Published 9:08 pm Monday, April 16, 2012

Former Dowagiac resident Ginger Luxenberger by the fountain planter overlooking Stone Lake in Cassopolis.

CASSOPOLIS — Ginger Luxenberger, the village’s one-woman beautification committee, lived in Dowagiac, but grew up at Diamond Lake and returned in 1981, so this is home.
As she improves landscaping downtown and at Stone Lake, she has focused her efforts on three spots — outside the Pioneer Log Cabin Museum and its Lewis Cass historical marker, an adjacent planter around an old fountain between the cabin and the boardwalk and the cobblestone walkway that runs alongside Hayden Hardware.
She could do more if she had some help and is trying to identify additional volunteers. Call her at 445-0196.
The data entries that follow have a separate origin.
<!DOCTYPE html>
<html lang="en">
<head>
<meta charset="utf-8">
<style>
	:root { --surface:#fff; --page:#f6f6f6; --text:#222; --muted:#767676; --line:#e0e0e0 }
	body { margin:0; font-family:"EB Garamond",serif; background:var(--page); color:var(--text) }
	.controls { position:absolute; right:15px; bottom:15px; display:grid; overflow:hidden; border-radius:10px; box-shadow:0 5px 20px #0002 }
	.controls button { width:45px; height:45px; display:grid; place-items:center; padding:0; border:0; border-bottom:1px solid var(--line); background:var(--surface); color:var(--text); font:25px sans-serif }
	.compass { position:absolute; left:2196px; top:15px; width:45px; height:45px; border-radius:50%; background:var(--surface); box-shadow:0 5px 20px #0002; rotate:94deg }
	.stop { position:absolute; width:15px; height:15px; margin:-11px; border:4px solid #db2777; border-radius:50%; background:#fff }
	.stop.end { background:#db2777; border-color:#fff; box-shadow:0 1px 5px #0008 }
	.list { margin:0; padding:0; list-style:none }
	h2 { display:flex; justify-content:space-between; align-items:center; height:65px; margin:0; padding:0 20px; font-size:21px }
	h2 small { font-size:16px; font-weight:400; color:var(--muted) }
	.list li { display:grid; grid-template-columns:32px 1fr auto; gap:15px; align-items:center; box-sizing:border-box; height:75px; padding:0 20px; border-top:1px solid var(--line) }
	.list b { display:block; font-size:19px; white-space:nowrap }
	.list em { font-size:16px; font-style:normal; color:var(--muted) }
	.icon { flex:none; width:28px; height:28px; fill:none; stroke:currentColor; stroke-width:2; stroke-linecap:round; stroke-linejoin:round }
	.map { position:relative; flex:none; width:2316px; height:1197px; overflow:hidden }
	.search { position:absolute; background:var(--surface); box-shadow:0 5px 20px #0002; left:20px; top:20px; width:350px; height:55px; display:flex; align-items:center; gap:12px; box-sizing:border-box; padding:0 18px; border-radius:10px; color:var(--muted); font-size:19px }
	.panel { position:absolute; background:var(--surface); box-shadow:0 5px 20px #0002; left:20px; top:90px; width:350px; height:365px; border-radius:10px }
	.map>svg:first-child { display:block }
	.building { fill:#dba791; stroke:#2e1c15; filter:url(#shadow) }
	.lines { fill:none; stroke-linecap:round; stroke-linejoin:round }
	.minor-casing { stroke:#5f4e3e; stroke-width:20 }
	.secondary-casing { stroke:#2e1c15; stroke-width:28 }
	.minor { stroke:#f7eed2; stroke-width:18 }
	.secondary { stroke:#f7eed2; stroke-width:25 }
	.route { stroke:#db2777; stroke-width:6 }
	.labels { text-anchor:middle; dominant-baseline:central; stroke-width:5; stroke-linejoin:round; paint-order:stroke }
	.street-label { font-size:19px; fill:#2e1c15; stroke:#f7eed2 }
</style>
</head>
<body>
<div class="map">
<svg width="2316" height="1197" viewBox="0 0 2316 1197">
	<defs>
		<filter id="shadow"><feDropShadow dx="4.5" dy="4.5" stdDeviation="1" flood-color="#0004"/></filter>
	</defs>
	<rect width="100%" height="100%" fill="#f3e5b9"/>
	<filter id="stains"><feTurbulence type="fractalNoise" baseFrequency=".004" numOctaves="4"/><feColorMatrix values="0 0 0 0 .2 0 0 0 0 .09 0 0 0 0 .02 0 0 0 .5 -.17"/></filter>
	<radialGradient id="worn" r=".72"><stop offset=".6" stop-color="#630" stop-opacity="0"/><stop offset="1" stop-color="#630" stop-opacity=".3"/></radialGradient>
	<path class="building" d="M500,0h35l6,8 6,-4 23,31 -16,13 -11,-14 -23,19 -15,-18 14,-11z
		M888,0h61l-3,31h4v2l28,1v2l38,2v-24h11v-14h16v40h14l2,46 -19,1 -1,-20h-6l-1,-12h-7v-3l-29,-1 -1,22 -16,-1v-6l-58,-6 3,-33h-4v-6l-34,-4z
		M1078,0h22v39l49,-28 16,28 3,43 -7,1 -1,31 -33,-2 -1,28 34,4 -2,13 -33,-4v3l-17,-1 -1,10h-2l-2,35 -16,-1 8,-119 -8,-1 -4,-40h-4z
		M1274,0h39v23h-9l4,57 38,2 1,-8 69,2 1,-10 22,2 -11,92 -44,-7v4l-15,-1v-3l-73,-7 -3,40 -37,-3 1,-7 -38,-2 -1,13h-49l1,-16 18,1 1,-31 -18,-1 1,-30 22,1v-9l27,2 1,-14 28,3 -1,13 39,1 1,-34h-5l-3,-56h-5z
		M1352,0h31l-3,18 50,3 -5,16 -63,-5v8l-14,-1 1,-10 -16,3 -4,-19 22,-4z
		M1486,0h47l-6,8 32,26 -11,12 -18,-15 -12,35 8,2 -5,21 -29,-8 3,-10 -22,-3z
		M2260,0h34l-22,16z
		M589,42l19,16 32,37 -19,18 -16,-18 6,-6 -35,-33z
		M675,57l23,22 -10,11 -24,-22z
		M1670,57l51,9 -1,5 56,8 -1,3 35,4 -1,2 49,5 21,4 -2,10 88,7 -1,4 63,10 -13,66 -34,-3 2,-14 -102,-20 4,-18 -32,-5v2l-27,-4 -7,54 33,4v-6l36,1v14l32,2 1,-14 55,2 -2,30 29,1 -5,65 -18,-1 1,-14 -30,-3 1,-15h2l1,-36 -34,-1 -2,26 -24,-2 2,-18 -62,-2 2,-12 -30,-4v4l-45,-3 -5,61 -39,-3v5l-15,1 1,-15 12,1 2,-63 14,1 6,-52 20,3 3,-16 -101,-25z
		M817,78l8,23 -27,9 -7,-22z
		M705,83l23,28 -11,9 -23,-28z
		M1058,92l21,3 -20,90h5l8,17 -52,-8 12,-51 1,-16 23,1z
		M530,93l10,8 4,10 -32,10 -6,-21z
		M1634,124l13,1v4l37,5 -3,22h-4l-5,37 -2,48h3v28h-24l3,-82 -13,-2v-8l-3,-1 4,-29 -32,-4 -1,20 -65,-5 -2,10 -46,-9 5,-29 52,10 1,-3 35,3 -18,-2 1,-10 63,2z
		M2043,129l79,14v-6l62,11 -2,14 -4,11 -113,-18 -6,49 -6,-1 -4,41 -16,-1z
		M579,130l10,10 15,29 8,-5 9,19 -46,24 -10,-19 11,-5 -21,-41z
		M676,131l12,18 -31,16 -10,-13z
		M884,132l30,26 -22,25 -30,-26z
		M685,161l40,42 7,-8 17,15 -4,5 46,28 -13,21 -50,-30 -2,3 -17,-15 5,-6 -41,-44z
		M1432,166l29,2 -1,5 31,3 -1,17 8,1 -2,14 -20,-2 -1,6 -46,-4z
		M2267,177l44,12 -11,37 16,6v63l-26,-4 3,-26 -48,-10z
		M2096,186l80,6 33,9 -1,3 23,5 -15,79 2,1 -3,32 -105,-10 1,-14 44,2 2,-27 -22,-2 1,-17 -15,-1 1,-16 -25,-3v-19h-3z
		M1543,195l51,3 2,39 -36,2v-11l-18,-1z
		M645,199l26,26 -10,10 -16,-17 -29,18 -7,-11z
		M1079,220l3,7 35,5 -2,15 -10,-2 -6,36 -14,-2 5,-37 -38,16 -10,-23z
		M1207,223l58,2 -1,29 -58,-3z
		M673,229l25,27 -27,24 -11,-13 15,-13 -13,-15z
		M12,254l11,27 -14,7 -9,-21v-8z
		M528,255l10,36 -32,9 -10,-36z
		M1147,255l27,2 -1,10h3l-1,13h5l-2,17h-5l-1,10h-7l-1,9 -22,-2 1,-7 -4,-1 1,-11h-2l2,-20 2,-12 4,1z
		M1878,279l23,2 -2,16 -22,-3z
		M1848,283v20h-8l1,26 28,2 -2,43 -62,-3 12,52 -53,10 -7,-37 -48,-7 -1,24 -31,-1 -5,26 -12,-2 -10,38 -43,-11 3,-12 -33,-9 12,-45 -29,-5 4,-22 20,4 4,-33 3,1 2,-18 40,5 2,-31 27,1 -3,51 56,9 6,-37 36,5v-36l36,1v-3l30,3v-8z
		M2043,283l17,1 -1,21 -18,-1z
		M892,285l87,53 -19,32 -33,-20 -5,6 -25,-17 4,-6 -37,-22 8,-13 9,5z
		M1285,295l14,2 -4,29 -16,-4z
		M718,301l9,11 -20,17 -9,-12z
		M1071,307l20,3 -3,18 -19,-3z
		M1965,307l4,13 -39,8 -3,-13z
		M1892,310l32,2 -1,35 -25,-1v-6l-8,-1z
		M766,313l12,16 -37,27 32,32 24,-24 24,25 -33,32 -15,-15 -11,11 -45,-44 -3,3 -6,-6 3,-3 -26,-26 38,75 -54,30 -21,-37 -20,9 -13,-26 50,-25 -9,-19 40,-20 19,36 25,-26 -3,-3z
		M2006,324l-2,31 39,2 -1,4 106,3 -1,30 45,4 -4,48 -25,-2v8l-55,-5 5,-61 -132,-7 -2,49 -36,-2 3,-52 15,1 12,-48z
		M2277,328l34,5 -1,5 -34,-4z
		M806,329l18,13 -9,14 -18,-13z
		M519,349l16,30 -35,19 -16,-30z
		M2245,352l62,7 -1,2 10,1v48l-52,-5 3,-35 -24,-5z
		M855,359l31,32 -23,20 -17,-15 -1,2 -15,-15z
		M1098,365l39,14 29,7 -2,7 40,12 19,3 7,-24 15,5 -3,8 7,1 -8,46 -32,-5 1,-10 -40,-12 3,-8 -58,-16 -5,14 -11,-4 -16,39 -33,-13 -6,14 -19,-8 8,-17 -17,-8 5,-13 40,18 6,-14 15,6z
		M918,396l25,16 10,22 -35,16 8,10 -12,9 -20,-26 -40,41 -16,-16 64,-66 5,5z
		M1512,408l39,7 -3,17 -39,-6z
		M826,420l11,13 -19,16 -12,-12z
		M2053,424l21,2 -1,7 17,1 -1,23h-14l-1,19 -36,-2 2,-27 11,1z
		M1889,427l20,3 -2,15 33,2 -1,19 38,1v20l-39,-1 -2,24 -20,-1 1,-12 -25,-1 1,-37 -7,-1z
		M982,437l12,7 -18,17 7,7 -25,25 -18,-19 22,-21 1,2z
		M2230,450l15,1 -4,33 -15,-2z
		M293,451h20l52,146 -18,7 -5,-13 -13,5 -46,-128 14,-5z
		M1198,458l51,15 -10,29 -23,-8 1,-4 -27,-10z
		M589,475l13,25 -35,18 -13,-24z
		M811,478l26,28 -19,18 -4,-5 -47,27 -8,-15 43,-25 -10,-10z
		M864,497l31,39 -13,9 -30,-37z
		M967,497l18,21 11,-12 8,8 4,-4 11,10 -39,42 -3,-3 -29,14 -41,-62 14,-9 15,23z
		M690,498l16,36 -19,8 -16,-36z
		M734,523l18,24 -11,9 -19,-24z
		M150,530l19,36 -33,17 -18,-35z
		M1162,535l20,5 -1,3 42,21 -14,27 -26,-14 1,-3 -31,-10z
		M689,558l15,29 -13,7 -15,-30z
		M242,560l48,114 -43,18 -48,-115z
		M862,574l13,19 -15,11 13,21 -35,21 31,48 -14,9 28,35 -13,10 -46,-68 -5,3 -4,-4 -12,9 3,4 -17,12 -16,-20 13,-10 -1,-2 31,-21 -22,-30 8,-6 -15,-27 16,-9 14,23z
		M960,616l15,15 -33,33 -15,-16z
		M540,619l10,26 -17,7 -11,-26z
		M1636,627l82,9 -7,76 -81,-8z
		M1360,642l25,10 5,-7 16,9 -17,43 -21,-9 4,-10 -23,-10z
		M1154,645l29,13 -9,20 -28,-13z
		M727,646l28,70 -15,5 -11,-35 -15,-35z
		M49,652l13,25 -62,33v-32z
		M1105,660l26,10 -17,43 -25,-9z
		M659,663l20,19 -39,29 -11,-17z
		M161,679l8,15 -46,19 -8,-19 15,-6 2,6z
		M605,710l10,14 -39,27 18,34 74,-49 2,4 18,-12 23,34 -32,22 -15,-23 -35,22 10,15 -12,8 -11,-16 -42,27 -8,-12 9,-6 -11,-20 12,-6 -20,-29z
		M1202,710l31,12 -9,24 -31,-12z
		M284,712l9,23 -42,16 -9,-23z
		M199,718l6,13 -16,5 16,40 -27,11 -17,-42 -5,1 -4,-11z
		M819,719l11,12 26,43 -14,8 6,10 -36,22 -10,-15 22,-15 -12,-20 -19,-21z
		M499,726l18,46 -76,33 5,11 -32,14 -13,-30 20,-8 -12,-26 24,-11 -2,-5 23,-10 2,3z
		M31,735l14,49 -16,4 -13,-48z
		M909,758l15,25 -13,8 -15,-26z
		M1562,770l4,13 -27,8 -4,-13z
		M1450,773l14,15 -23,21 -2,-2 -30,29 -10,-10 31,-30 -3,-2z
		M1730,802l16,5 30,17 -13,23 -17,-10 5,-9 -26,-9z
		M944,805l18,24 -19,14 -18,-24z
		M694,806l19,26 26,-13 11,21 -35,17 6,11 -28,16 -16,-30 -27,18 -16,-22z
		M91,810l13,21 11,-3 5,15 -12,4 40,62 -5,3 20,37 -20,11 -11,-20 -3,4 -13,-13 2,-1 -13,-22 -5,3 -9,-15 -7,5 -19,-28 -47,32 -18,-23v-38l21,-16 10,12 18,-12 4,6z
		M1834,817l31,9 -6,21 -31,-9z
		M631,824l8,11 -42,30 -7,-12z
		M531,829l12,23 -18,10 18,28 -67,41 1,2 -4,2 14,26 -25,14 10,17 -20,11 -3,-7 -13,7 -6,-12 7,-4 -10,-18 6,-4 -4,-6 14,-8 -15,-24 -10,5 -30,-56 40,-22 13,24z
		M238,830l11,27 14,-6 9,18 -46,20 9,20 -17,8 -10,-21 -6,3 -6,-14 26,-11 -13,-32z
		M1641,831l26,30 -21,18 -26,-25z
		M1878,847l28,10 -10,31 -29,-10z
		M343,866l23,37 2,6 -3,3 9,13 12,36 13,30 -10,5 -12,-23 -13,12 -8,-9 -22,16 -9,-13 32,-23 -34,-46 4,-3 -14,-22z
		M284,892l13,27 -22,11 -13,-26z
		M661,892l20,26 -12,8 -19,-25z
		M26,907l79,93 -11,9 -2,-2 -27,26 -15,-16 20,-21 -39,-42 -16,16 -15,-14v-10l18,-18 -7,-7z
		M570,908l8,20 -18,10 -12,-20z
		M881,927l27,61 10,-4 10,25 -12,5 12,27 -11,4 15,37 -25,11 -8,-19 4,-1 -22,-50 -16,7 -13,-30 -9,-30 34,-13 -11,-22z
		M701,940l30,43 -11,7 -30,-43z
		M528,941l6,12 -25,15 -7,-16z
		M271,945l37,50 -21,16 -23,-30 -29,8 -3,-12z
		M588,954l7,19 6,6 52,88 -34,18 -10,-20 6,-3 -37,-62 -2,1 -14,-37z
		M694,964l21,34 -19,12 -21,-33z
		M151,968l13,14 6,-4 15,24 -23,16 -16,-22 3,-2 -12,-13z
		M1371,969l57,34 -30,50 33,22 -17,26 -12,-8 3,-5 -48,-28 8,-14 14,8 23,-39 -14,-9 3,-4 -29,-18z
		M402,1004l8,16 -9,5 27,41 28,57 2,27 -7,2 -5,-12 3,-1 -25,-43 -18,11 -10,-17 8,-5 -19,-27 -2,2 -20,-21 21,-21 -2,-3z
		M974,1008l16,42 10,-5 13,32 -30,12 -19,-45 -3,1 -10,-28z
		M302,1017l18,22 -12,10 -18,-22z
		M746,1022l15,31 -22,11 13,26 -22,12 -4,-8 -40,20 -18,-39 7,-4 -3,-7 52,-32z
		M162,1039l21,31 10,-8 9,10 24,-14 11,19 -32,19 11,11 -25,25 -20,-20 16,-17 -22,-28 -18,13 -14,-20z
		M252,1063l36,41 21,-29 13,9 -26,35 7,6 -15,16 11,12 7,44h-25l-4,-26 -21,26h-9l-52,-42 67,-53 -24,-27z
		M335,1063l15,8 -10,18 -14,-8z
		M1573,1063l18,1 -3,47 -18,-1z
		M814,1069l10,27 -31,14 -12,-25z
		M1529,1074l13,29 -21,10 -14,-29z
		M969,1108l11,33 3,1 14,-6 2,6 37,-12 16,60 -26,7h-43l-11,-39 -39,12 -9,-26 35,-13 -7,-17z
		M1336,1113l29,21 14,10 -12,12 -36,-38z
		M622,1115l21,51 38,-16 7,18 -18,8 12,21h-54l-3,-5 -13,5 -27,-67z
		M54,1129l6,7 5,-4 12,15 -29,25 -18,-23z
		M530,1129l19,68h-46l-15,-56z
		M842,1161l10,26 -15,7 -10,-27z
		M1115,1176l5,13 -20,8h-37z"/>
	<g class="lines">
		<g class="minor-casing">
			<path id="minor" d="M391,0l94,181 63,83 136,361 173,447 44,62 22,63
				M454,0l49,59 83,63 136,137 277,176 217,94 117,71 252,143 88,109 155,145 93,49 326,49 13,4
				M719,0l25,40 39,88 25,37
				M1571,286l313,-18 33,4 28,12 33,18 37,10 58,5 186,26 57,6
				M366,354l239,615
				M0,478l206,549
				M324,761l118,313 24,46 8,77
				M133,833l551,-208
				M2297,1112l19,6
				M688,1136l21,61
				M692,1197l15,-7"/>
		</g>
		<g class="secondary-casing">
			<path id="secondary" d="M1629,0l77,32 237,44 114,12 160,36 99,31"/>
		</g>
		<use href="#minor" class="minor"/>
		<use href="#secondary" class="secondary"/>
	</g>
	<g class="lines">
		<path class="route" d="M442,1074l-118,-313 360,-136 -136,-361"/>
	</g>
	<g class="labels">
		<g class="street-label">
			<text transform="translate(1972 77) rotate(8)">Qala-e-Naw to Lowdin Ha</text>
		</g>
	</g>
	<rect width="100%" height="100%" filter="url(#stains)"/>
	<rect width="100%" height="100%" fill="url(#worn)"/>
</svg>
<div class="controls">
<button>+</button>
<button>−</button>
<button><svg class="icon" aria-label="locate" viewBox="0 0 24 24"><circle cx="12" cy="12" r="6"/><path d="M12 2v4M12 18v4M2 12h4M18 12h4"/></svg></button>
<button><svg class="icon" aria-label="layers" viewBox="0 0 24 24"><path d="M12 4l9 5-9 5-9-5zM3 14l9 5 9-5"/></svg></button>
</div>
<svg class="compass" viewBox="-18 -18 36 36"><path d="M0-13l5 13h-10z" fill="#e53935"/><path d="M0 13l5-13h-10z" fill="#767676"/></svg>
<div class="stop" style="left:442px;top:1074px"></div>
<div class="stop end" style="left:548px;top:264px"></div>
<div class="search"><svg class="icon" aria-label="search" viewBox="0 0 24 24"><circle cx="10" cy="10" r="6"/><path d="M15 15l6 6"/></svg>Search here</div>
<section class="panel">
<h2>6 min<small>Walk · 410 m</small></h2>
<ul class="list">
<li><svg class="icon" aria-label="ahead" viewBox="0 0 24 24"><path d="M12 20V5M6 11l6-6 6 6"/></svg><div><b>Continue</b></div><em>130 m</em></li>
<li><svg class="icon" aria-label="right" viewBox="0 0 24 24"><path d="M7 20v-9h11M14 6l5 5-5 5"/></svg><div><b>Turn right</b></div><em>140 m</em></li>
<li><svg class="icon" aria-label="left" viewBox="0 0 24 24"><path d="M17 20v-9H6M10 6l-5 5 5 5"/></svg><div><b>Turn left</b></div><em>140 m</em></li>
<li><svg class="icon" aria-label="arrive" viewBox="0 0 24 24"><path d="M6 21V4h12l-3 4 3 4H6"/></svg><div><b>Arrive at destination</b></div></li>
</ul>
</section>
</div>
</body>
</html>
“I kind of identified the walkway to weed,” said Luxenberger, 77. “I’m usually down here every day, one place or the other.”
There is a table shaded by a multicolored umbrella and room for another where pedestrians could rest or eat lunch, with street lights and trees lining it to the parking behind stores.
“It’s very pretty when flowers start blooming,” she said.
At the bed overlooking Stone Lake, lit by red tulips, she said, “I cleaned it up and planted flowers, which most of the time I get someone to donate or I divide something I have. These areas, to me, could be so pretty and an advantage to this village. It would be sad to see nothing done. There was a garden club, but not right now.
“Ron Bass was nice about letting me put mulch down and picking up things I gathered” while weeding. “He cut all this down so we could see the lake” before his sudden death April 9.
“The bank is packed with myrtle. There are all kinds of possibilities in this community. There’s a walk that goes through the woods and comes out by the park downtown that could be developed. There’s still a beach here that could be cleaned up. Cass County Bass Club offered to build a fishing pier, but it would be the village’s responsibility to put in and take out.
“My next job I want to do is the stones around the gazebo. I want to dig that up and put in hostas. I’ve seen people use the picnic tables” on the deck behind it.
“Hopefully, as things become more beautiful, people will stop. The Log Cabin hadn’t been open because it didn’t have insurance, but now it does under the village.”